Problem details:
Every line of the data below should be written out word for word.

Records supplied:
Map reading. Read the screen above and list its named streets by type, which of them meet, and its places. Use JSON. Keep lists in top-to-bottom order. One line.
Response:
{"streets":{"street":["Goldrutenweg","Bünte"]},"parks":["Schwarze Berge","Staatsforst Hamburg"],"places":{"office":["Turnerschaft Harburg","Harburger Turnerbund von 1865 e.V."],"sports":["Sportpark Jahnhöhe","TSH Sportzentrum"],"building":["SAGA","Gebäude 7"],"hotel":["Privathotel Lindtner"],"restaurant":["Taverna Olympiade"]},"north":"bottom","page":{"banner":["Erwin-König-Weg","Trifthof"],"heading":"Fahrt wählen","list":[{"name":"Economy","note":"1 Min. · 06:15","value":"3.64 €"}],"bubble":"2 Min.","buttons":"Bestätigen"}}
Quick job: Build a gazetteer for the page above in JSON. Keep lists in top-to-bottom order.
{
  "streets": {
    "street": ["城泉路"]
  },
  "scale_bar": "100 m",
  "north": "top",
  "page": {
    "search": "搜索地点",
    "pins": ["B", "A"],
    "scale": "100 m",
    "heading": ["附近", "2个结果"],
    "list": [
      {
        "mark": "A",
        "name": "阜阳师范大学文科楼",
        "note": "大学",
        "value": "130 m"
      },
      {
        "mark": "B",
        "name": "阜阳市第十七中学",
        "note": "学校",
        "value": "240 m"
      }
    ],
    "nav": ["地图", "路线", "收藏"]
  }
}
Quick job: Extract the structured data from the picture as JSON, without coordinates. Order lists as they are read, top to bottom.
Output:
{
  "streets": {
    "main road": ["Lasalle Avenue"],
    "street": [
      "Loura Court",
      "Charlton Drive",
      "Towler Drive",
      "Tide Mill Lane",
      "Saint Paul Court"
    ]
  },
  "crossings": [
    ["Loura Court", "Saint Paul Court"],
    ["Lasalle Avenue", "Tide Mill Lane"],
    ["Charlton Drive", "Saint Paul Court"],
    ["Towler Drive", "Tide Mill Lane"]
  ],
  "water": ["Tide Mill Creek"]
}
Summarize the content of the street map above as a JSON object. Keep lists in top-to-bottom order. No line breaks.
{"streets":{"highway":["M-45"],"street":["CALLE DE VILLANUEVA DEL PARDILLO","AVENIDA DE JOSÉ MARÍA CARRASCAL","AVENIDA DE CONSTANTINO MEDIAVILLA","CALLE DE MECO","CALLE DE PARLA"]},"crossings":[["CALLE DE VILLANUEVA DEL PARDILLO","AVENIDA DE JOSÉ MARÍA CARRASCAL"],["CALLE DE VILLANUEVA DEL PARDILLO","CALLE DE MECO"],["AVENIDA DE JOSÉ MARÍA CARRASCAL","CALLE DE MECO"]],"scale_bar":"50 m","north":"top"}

Answer below:
Map reading. Read the screen above and list its named streets by type, which of them meet, and its places. Use JSON. Keep lists in top-to-bottom order. One line.
Response:
{"streets":{"street":["Goldrutenweg","Bünte"]},"parks":["Schwarze Berge","Staatsforst Hamburg"],"places":{"office":["Turnerschaft Harburg","Harburger Turnerbund von 1865 e.V."],"sports":["Sportpark Jahnhöhe","TSH Sportzentrum"],"building":["SAGA","Gebäude 7"],"hotel":["Privathotel Lindtner"],"restaurant":["Taverna Olympiade"]},"north":"bottom","page":{"banner":["Erwin-König-Weg","Trifthof"],"heading":"Fahrt wählen","list":[{"name":"Economy","note":"1 Min. · 06:15","value":"3.64 €"}],"bubble":"2 Min.","buttons":"Bestätigen"}}
Quick job: Build a gazetteer for the page above in JSON. Keep lists in top-to-bottom order.
{
  "streets": {
    "street": ["城泉路"]
  },
  "scale_bar": "100 m",
  "north": "top",
  "page": {
    "search": "搜索地点",
    "pins": ["B", "A"],
    "scale": "100 m",
    "heading": ["附近", "2个结果"],
    "list": [
      {
        "mark": "A",
        "name": "阜阳师范大学文科楼",
        "note": "大学",
        "value": "130 m"
      },
      {
        "mark": "B",
        "name": "阜阳市第十七中学",
        "note": "学校",
        "value": "240 m"
      }
    ],
    "nav": ["地图", "路线", "收藏"]
  }
}
Quick job: Extract the structured data from the picture as JSON, without coordinates. Order lists as they are read, top to bottom.
Output:
{
  "streets": {
    "main road": ["Lasalle Avenue"],
    "street": [
      "Loura Court",
      "Charlton Drive",
      "Towler Drive",
      "Tide Mill Lane",
      "Saint Paul Court"
    ]
  },
  "crossings": [
    ["Loura Court", "Saint Paul Court"],
    ["Lasalle Avenue", "Tide Mill Lane"],
    ["Charlton Drive", "Saint Paul Court"],
    ["Towler Drive", "Tide Mill Lane"]
  ],
  "water": ["Tide Mill Creek"]
}
Summarize the content of the street map above as a JSON object. Keep lists in top-to-bottom order. No line breaks.
{"streets":{"highway":["M-45"],"street":["CALLE DE VILLANUEVA DEL PARDILLO","AVENIDA DE JOSÉ MARÍA CARRASCAL","AVENIDA DE CONSTANTINO MEDIAVILLA","CALLE DE MECO","CALLE DE PARLA"]},"crossings":[["CALLE DE VILLANUEVA DEL PARDILLO","AVENIDA DE JOSÉ MARÍA CARRASCAL"],["CALLE DE VILLANUEVA DEL PARDILLO","CALLE DE MECO"],["AVENIDA DE JOSÉ MARÍA CARRASCAL","CALLE DE MECO"]],"scale_bar":"50 m","north":"top"}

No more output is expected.